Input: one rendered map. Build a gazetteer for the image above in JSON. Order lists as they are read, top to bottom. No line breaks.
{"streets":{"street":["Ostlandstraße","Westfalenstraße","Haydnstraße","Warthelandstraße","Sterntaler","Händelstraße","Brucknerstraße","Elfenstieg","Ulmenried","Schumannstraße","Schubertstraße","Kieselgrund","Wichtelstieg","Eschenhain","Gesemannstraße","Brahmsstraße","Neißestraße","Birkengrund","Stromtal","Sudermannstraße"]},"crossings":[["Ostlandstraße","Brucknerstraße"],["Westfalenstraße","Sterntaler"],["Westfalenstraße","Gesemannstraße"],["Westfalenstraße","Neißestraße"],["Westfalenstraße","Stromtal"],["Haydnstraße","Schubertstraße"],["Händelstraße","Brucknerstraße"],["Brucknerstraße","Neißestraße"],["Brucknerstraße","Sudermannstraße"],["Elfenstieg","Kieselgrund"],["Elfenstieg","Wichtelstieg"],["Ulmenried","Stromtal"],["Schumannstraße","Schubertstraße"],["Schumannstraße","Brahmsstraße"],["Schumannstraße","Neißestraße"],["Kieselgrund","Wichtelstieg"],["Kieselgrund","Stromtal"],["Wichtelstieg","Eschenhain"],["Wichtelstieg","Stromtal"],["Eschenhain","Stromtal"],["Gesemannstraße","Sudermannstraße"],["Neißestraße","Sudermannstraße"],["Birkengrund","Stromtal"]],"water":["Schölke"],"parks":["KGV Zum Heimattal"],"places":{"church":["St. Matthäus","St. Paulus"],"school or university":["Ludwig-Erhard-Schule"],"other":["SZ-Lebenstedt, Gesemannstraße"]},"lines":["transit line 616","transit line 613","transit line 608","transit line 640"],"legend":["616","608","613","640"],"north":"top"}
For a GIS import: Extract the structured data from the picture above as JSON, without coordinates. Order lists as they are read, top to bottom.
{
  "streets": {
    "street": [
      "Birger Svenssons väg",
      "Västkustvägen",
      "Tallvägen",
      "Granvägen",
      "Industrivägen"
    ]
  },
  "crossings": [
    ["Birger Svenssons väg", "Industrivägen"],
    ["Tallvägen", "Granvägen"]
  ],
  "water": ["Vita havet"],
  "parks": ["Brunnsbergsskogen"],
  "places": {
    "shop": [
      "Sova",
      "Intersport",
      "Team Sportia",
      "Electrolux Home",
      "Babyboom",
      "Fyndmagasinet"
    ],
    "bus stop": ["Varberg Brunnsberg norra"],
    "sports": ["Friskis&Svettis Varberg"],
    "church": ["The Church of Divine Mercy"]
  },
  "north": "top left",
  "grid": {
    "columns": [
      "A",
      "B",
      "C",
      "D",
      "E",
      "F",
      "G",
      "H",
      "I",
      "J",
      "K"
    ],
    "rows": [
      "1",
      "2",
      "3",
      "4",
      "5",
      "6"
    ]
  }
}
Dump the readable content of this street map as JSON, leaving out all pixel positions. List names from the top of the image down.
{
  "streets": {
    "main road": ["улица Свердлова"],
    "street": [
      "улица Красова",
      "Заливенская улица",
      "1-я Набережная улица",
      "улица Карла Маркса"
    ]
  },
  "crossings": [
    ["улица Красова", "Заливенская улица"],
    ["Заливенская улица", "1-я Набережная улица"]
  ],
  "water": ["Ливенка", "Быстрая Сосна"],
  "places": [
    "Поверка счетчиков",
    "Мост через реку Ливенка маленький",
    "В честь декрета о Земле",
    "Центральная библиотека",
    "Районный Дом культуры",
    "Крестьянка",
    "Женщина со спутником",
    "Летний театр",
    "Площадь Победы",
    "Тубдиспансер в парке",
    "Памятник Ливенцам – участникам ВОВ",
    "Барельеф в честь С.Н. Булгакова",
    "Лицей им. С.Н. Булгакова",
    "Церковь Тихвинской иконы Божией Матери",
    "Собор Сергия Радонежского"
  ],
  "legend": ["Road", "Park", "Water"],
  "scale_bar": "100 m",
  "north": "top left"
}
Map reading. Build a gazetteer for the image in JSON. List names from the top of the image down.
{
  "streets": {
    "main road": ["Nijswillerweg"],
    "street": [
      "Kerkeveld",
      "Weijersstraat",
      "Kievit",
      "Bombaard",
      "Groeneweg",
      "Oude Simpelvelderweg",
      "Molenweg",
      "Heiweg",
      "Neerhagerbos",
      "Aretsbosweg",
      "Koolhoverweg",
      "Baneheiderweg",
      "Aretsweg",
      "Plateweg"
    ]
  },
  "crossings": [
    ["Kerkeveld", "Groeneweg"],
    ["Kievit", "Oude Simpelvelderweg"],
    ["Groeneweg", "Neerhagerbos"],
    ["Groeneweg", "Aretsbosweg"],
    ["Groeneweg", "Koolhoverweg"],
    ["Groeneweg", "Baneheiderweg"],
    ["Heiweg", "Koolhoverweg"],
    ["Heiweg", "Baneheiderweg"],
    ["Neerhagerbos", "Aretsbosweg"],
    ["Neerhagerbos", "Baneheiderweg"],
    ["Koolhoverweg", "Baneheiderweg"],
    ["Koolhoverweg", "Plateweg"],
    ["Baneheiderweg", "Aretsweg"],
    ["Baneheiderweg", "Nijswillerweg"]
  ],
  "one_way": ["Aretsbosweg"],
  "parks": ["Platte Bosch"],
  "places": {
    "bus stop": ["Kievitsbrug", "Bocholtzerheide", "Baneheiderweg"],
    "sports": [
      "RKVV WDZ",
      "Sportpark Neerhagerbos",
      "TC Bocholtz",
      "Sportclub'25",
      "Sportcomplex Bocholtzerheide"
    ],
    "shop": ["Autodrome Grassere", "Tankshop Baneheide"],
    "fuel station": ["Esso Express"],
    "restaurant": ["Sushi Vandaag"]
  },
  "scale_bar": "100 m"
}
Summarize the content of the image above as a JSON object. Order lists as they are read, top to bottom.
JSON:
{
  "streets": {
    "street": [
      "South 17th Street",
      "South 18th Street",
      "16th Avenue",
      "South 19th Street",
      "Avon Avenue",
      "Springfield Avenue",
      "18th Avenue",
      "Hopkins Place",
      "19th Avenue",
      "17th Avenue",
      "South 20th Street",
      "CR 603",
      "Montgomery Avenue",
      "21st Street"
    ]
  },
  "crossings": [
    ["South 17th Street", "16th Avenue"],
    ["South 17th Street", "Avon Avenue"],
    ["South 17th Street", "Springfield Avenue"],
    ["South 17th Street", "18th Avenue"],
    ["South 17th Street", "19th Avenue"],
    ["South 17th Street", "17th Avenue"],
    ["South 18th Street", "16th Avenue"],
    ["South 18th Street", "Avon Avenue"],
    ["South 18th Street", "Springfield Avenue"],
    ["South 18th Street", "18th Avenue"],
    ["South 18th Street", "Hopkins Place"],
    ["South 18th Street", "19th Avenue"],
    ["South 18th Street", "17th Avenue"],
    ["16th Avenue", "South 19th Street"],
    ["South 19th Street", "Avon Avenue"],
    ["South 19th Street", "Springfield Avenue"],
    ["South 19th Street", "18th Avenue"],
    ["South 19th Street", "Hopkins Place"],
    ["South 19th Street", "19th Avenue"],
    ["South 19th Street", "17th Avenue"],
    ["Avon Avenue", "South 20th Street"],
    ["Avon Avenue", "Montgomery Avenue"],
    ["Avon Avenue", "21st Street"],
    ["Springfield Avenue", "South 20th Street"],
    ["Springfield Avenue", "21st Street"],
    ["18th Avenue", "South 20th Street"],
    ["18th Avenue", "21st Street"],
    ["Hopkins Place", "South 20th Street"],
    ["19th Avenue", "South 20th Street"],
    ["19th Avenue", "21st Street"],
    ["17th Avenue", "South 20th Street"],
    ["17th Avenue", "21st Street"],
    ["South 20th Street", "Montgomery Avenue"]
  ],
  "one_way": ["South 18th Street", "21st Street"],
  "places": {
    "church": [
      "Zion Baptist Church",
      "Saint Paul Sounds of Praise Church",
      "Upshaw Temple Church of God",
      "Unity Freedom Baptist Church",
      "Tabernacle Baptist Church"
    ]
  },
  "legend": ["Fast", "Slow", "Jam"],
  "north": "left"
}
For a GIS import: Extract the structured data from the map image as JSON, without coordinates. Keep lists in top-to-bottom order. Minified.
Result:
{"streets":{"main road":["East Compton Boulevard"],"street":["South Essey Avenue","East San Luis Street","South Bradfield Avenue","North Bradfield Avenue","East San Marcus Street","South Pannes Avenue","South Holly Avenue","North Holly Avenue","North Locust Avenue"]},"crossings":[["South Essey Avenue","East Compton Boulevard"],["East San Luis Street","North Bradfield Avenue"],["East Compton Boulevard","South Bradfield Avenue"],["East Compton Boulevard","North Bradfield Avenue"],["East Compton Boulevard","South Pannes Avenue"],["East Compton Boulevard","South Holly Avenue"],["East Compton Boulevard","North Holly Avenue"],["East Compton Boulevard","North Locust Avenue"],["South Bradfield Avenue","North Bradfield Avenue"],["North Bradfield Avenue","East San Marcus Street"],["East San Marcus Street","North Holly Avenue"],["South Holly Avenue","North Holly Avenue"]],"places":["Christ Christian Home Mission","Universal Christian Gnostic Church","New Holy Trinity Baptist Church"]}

== == ==

_WORK REQUEST_
Among the records, find every line with the word "Koolhoverweg" and copy it.

_EXERCISE RESULT_
      "Koolhoverweg",
    ["Groeneweg", "Koolhoverweg"],
    ["Heiweg", "Koolhoverweg"],
    ["Koolhoverweg", "Baneheiderweg"],
    ["Koolhoverweg", "Plateweg"],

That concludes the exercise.